Ludovic Courtès <ludo <at> gnu.org> writes:
> Hello!
>
> Maxim Cournoyer <maxim.cournoyer <at> gmail.com> skribis:
>
>> 374 connect(11, {sa_family=AF_UNIX, sun_path="/var/run/dbus/system_bus_socket"}, 34) = 0
>
> [...]
>
>> 374 epoll_wait(5, [{events=EPOLLIN|EPOLLOUT|EPOLLHUP, data={u32=24802800, u64=24802800}}], 20, -1) = 1
>> 374 sendmsg(11, {msg_name=NULL, msg_namelen=0,
>> msg_iov=[{iov_base="l\1\0\1\0\0\0\0\1\0\0\0m\0\0\0\1\1o\0\25\0\0\0/org/freedesktop/DBus\0\0\0\3\1s\0\5\0\0\0Hello\0\0\0\2\1s\0\24\0\0\0org.freedesktop.DBus\0\0\0\0\6\1s\0\24\0\0\0org.freedesktop.DBus\0\0\0\0",
>> iov_len=128}], msg_iovlen=1, msg_controllen=0, msg_flags=0},
>> MSG_DONTWAIT|MSG_NOSIGNAL) = -1 EPIPE (Broken pipe)
>> 374 gettid() = 374
>> 374 epoll_ctl(5, EPOLL_CTL_MOD, 11, {events=0, data={u32=24802800, u64=24802800}}) = 0
>> 374 timerfd_settime(12, TFD_TIMER_ABSTIME, {it_interval={tv_sec=0, tv_nsec=0}, it_value={tv_sec=0, tv_nsec=1}}, NULL) = 0
>> 374 epoll_wait(5, [{events=EPOLLHUP, data={u32=24802800, u64=24802800}}, {events=EPOLLIN, data={u32=24764384, u64=24764384}}], 20, -1) = 2
>> 374 read(12, "\1\0\0\0\0\0\0\0", 8) = 8
>> 374 gettid() = 374
>> 374 timerfd_settime(12, TFD_TIMER_ABSTIME, {it_interval={tv_sec=0, tv_nsec=0}, it_value={tv_sec=0, tv_nsec=1}}, NULL) = 0
>> 374 epoll_wait(5, [{events=EPOLLHUP, data={u32=24802800, u64=24802800}}, {events=EPOLLIN, data={u32=24764384, u64=24764384}}], 20, -1) = 2
>> 374 read(12, "\1\0\0\0\0\0\0\0", 8) = 8
>> 374 gettid() = 374
>> 374 timerfd_settime(12, TFD_TIMER_ABSTIME, {it_interval={tv_sec=0, tv_nsec=0}, it_value={tv_sec=0, tv_nsec=1}}, NULL) = 0
>> 374 epoll_wait(5, [{events=EPOLLHUP, data={u32=24802800, u64=24802800}}, {events=EPOLLIN, data={u32=24764384, u64=24764384}}], 20, -1) = 2
>> 374 read(12, "\1\0\0\0\0\0\0\0", 8) = 8
>> 374 epoll_ctl(5, EPOLL_CTL_DEL, 11, NULL) = 0
>> 374 close(11) = 0
>> 374 gettid() = 374
>> 374 epoll_wait(5, <unfinished ...>
>> 391 <... close resumed>) = 0
>> 391 madvise(0x7fd6c83dc000, 8368128, MADV_DONTNEED) = 0
>> 391 exit(0) = ?
>> 391 +++ exited with 0 +++
>> 374 <... epoll_wait resumed>[{events=EPOLLERR, data={u32=24768000, u64=24768000}}], 17, -1) = 1
>> 374 lseek(7, 0, SEEK_SET) = 0
>> 374 read(7, "tty7\n", 63) = 5
>
> As you pointed out on IRC, the initially ‘Hello’ method call above leads
> to EPIPE, and we can see that elogind eventually closes its socket to
> dbus-daemon *but* keeps doing its thing.
>
> Some interesting things to note…
Indeed, very interesting :-). Thanks for diving in!
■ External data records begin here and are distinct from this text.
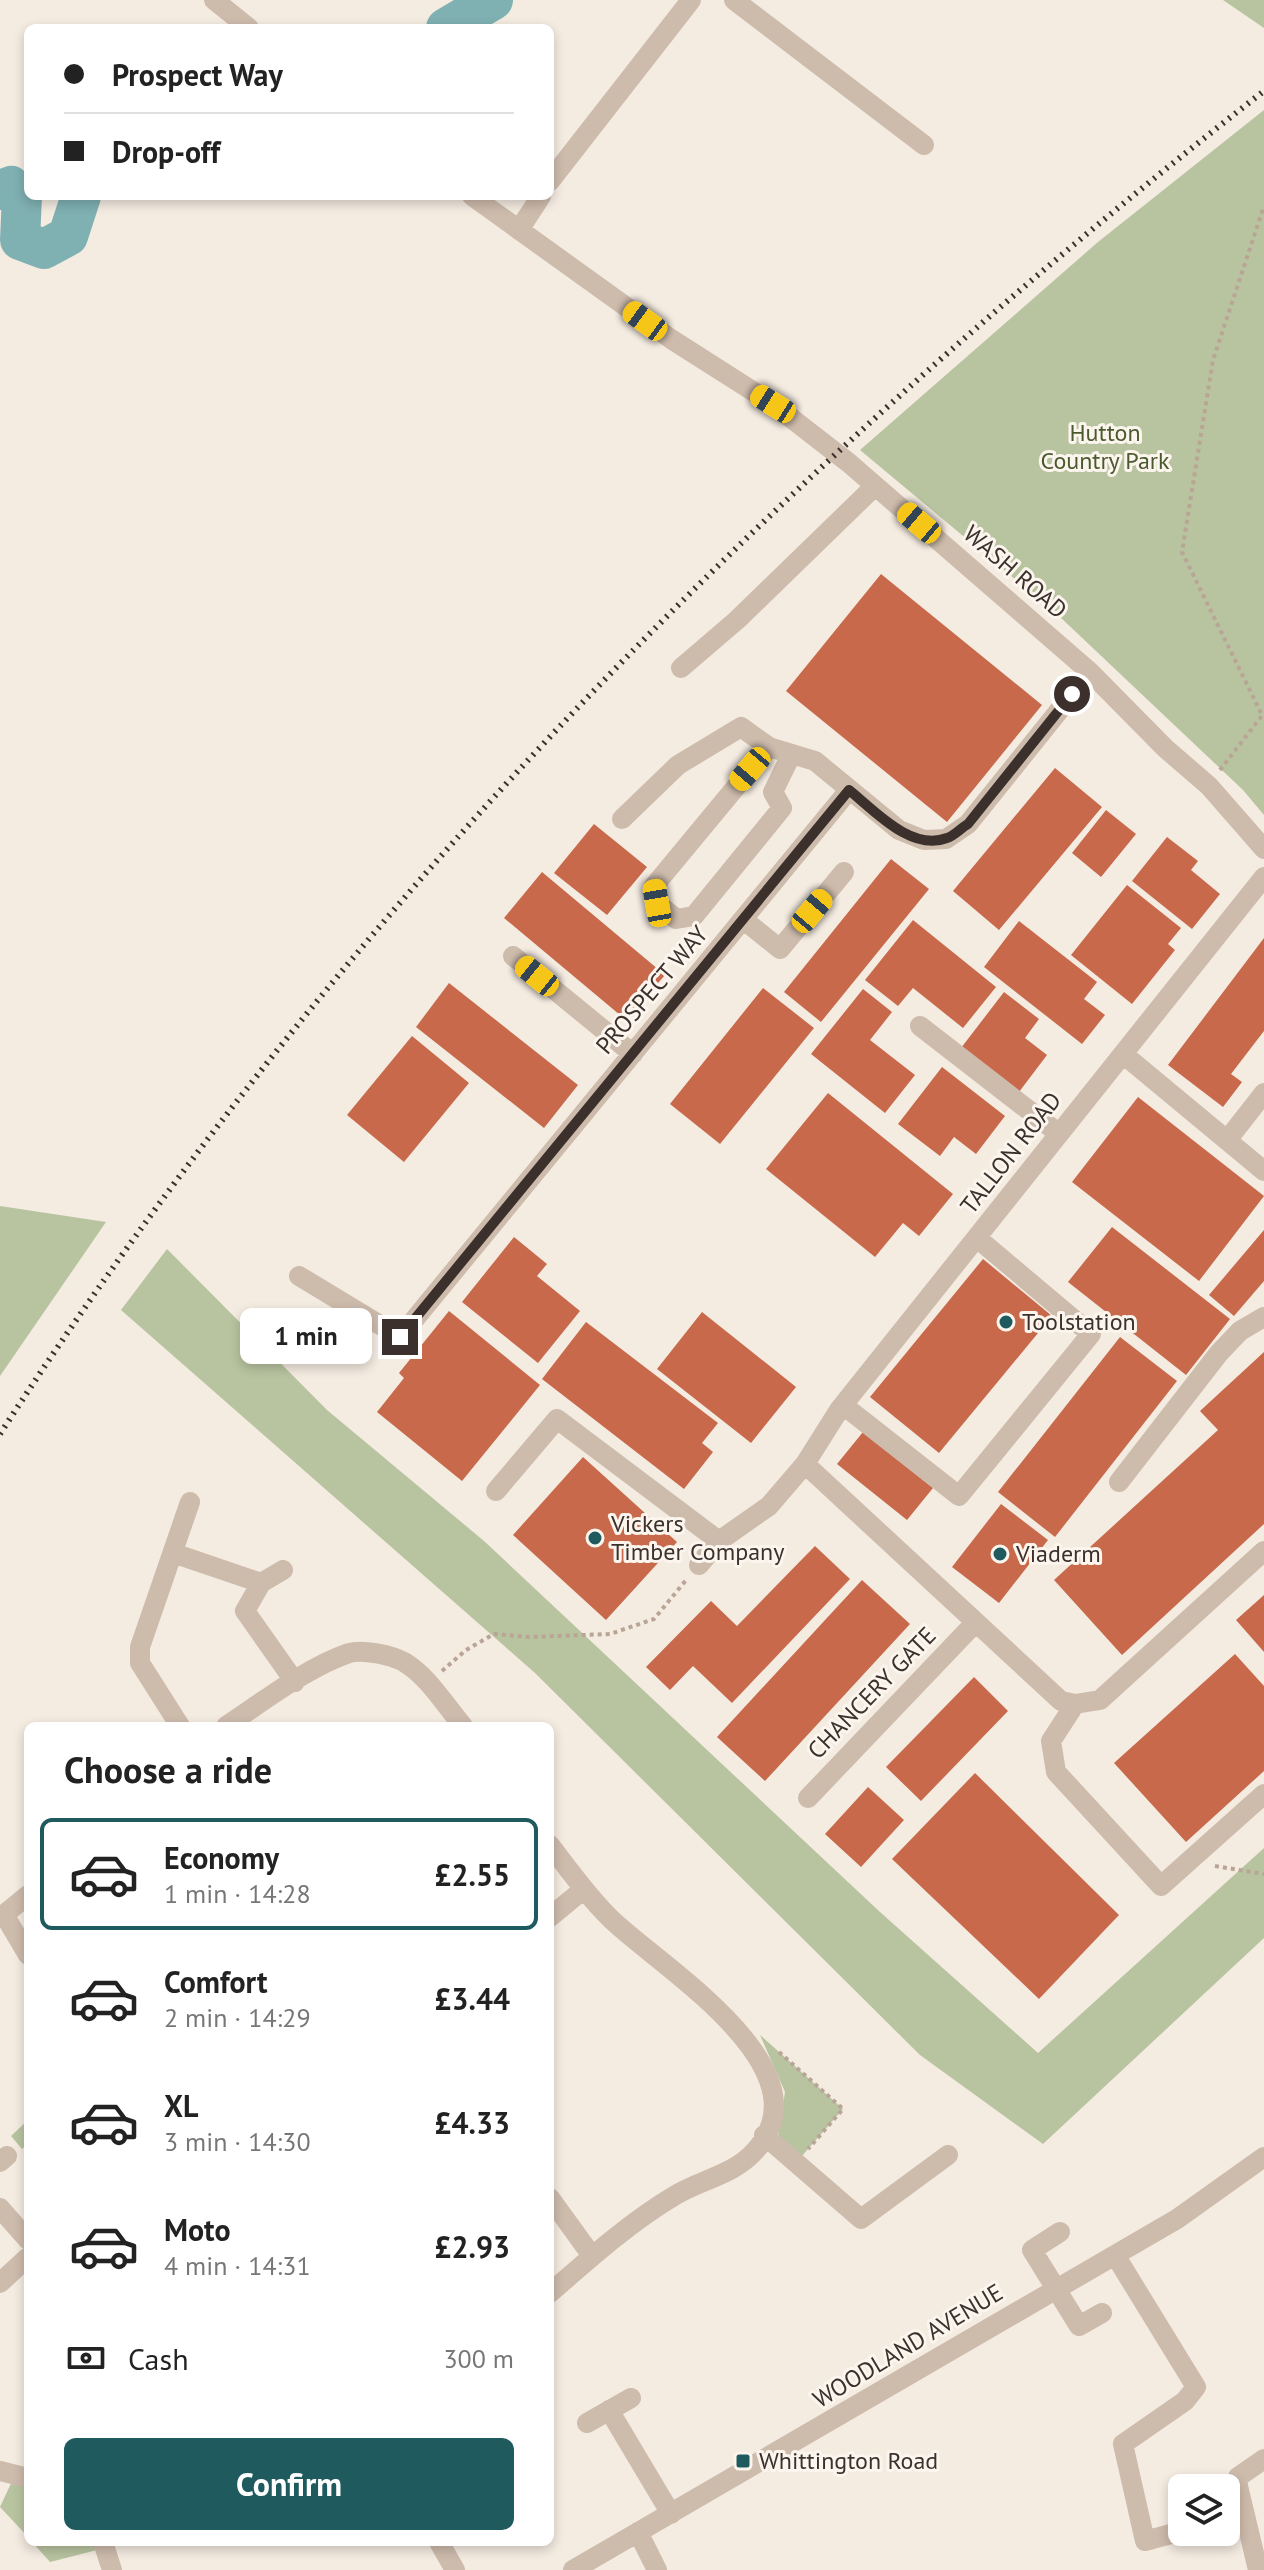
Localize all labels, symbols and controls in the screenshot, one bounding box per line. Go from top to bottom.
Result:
text: Prospect Way [112,55,283,94]
text: Drop-off [112,132,220,171]
car [619,297,671,345]
car [746,381,800,427]
park label: Hutton Country Park [1041,417,1170,476]
car [893,498,945,548]
street label: WASH ROAD [957,518,1074,625]
route start [1054,676,1090,712]
car [725,743,775,795]
car [641,877,673,929]
car [787,885,837,937]
street label: PROSPECT WAY [589,919,715,1060]
car [511,952,563,1000]
street label: TALLON ROAD [953,1085,1068,1220]
place label: Toolstation [1022,1306,1136,1337]
callout: 1 min [240,1309,372,1365]
marker: Toolstation [997,1313,1015,1331]
text: 1 min [274,1319,338,1352]
route end [382,1319,418,1355]
place label: Vickers Timber Company [610,1508,784,1567]
marker: Vickers Timber Company [586,1529,604,1547]
place label: Viaderm [1015,1538,1101,1569]
marker: Viaderm [991,1545,1009,1563]
street label: CHANCERY GATE [801,1620,943,1765]
text: Choose a ride [64,1746,272,1793]
icon: car [68,1838,140,1910]
text: Economy [164,1838,279,1877]
text: £2.55 [435,1855,510,1894]
text: 1 min · 14:28 [164,1877,311,1910]
icon: car [68,1962,140,2034]
text: Comfort [164,1962,267,2001]
text: £3.44 [435,1979,510,2018]
text: 2 min · 14:29 [164,2001,311,2034]
icon: car [68,2086,140,2158]
text: XL [164,2086,198,2125]
text: £4.33 [435,2103,510,2142]
text: 3 min · 14:30 [164,2125,311,2158]
icon: car [68,2210,140,2282]
text: Moto [164,2210,231,2249]
text: £2.93 [435,2227,510,2266]
text: 4 min · 14:31 [164,2249,311,2282]
street label: WOODLAND AVENUE [807,2277,1008,2415]
icon: cash [64,2336,108,2380]
text: Cash [128,2339,189,2378]
text: 300 m [443,2342,514,2375]
button: Confirm [64,2438,514,2530]
place label: Whittington Road [759,2445,938,2476]
marker: Whittington Road [734,2452,752,2470]
map controls [1168,2474,1240,2546]
button: layers [1168,2474,1240,2546]

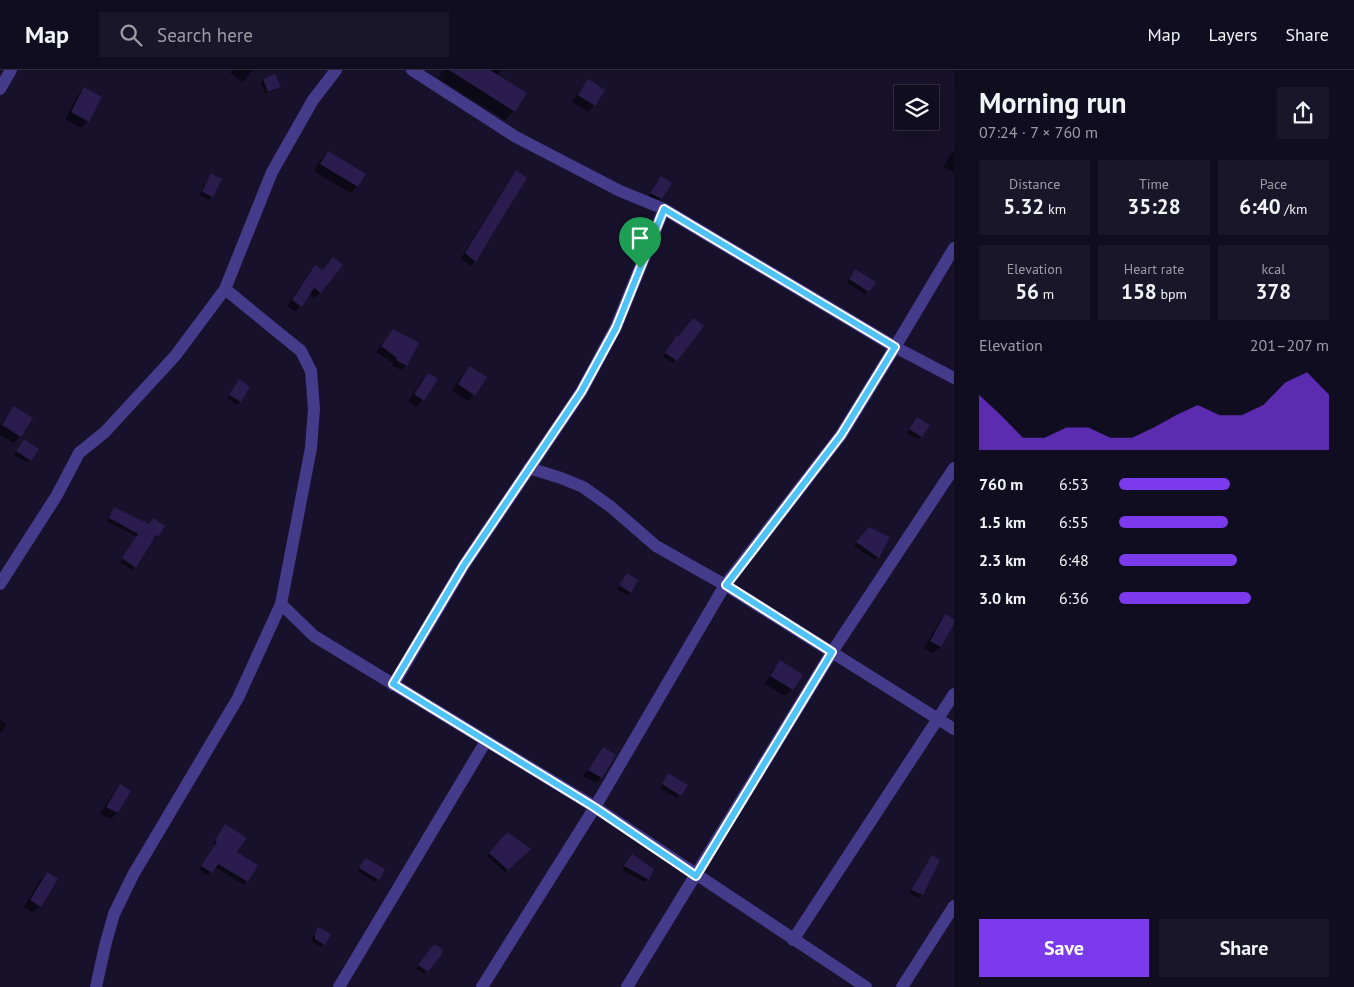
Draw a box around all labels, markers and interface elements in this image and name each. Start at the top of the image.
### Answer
search box [99,12,449,57]
text: Map [25,19,69,50]
icon: search [117,21,145,49]
text: Search here [157,23,253,47]
text: Map [1148,23,1180,46]
text: Layers [1208,23,1257,46]
text: Share [1285,23,1329,46]
text: Morning run [979,84,1127,121]
map controls [894,85,939,130]
button: layers [894,85,939,130]
button: share [1277,87,1329,139]
text: 07:24 · 7 × 760 m [979,122,1098,142]
text: Distance [1009,175,1060,193]
text: Time [1139,175,1169,193]
text: Pace [1260,175,1287,193]
text: 5.32 [1003,193,1044,220]
text: 35:28 [1127,193,1181,220]
text: 6:40 [1239,193,1281,220]
text: km [1044,200,1066,218]
text: /km [1281,200,1307,218]
pin [619,217,661,268]
icon: arrive [626,224,654,252]
text: Elevation [1007,260,1063,278]
text: Heart rate [1124,260,1184,278]
text: kcal [1261,260,1285,278]
text: 56 [1015,278,1039,305]
text: 158 [1121,278,1157,305]
text: 378 [1255,278,1291,305]
text: m [1039,285,1054,303]
text: bpm [1157,285,1187,303]
text: Elevation [979,335,1043,355]
text: 201–207 m [1250,335,1329,355]
text: 760 m [979,474,1023,494]
text: 6:53 [1059,474,1089,494]
text: 1.5 km [979,512,1026,532]
text: 6:55 [1059,512,1089,532]
text: 2.3 km [979,550,1026,570]
text: 6:48 [1059,550,1089,570]
text: 3.0 km [979,588,1026,608]
text: 6:36 [1059,588,1089,608]
button: Save [979,919,1149,977]
button: Share [1159,919,1329,977]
> First, to my surprise, elogind does not use the client library of the
> ‘dbus’ package:
>
> $ guix gc --references $(./pre-inst-env guix build elogind)|grep dbus
> $ echo $?
> 1
>
>
> (This is already the case in ‘master’ with v243.7.) Instead, it has its
> own implementation of the DBus protocol, in C, from systemd—we can’t
> have enough sources of bugs and vulnerabilities.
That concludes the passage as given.